Estava a coitadinha na maior aflição, sem saber o que fazer, quando a porta ringiu e um anãozinho apresentou-se muito lampeiro.
– Boa noite, linda donzela! – disse ele. – Que é que a faz chorar desse modo tão triste?
– Ai de mim! – suspirou a jovem. – O rei mandou-me transformar toda esta palha em fios de ouro e não sei como me arranjar.
– Hum! – exclamou o anãozinho, piscando um dos olhos cavorteiramente. – Que me dá, moça, se eu fizer esse lindo serviço?
– O que dou? Dou este colar – respondeu ela apontando para o colar que trazia ao pescoço.
O anãozinho tomou o colar, examinou-o e guardou-o no bolsinho; em seguida sentou-se à roca e girou três vezes a roda. Imediatamente uma bobina apareceu cheia – e cheia de fios de ouro!
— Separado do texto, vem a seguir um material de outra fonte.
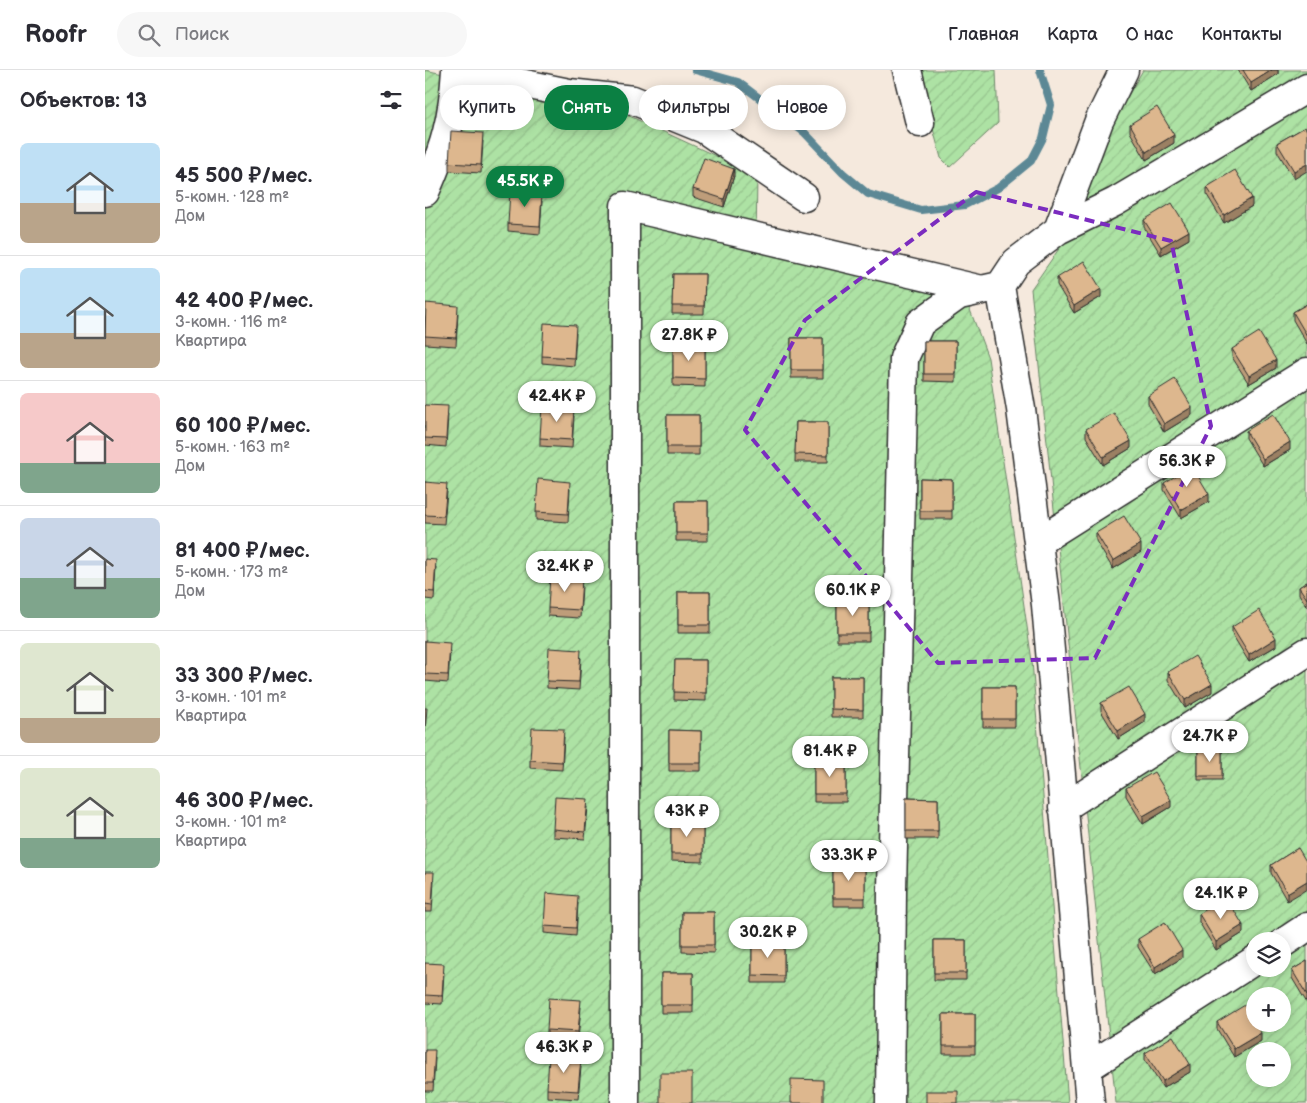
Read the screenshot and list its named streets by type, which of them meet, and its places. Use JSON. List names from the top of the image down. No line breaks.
{"page":{"header":"Roofr","search":"Поиск","nav":["Главная","Карта","О нас","Контакты"],"heading":"Объектов: 13","chip":["Купить","Снять","Фильтры","Новое"],"list":[{"name":"45 500 ₽/мес.","note":"5-комн. · 128 m² · Дом"},{"name":"42 400 ₽/мес.","note":"3-комн. · 116 m² · Квартира"},{"name":"60 100 ₽/мес.","note":"5-комн. · 163 m² · Дом"},{"name":"81 400 ₽/мес.","note":"5-комн. · 173 m² · Дом"},{"name":"33 300 ₽/мес.","note":"3-комн. · 101 m² · Квартира"},{"name":"46 300 ₽/мес.","note":"3-комн. · 101 m² · Квартира"}],"price":["45.5K ₽","27.8K ₽","42.4K ₽","56.3K ₽","32.4K ₽","60.1K ₽","24.7K ₽","81.4K ₽","43K ₽","33.3K ₽","24.1K ₽","30.2K ₽","46.3K ₽"],"map_buttons":["+","−"]}}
Pôs outro carretel na roca e fez o mesmo – e assim trabalhou a noite inteira, até que pela madrugada só havia ali bobinas cheias de fios de ouro – e palha nenhuma.
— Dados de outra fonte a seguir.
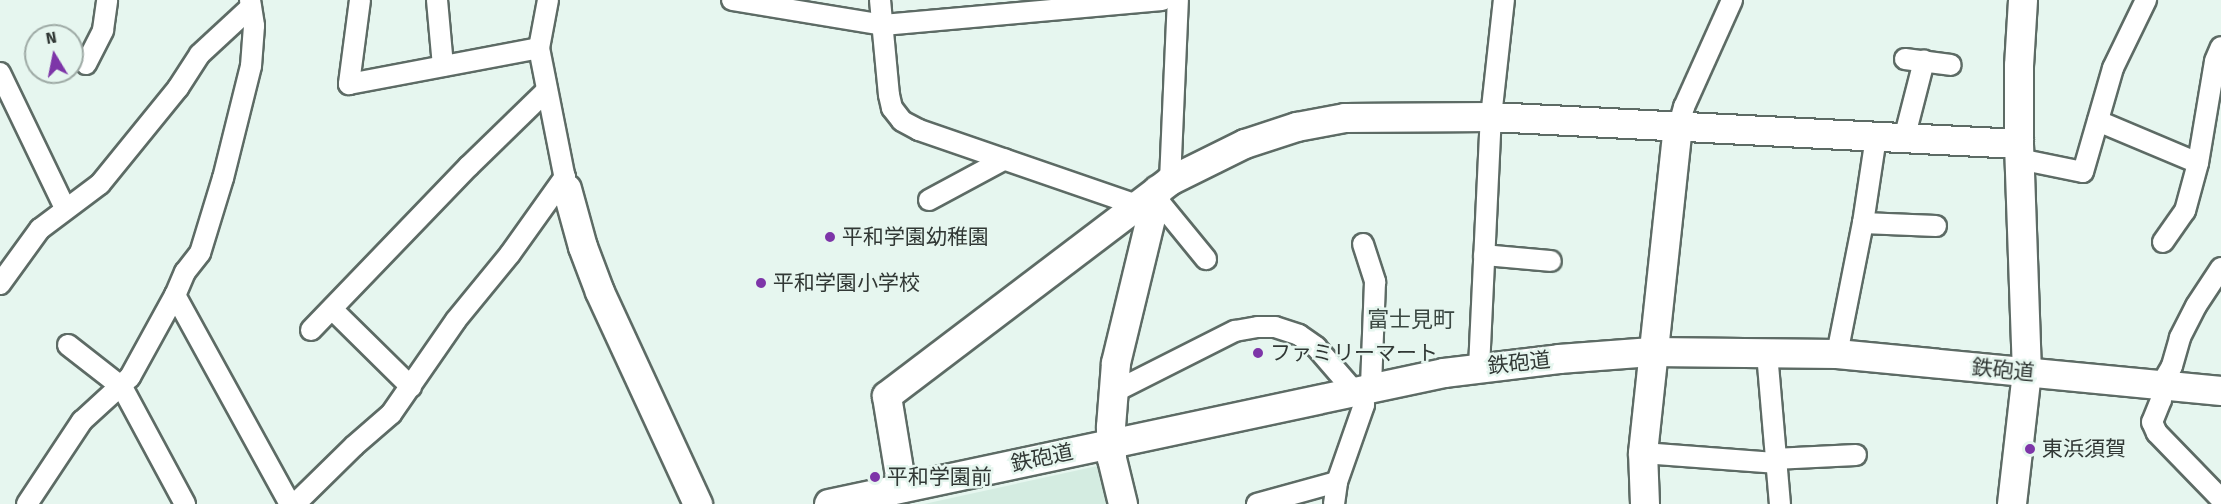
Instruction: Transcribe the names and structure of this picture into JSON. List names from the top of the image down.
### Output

Quando ao nascer do sol, o rei veio ver se suas ordens haviam sido executadas, abriu a boca de espanto ao dar com toda a palha transformada em fios de ouro. Em vez de contentar-se com isso, porém, quis mais, e levando a moça para outra sala, ainda maior e também cheia até em cima de palha, intimou-a a fazer ali o mesmo.
– Se não estiver amanhã cedo tudo isto transformado em fios de ouro, a senhora já sabe o que acontece.
A pobre moça esfriou. Da primeira vez o anão a tinha ajudado. Mas agora? Voltaria? E ficou muito triste, a pensar no caso. Súbito a porta ringiu e o anão apareceu.
– Oh, mais palha! – disse ele piscando o olhinho. – Que me dá agora se eu fizer o mesmo serviço de ontem?
– Dou este anel – disse a moça tirando um anel do dedo.
O anão aceitou o anel, depois de bem examiná-lo, e imediatamente começou a fiar, e fiou toda a palha, e antes de vir a manhã o serviço estava pronto.
O rei veio muito cedo e mais uma vez rejubilou-se com a ouram a que havia conseguido. Sua ambição, porém, cresceu ainda mais. Levou a moça para a sala maior de todas e tão socada de palha que só ficara o lugarzinho para a roca de fiar.
– E agora, minha cara, é fiar todo este palhame, se não...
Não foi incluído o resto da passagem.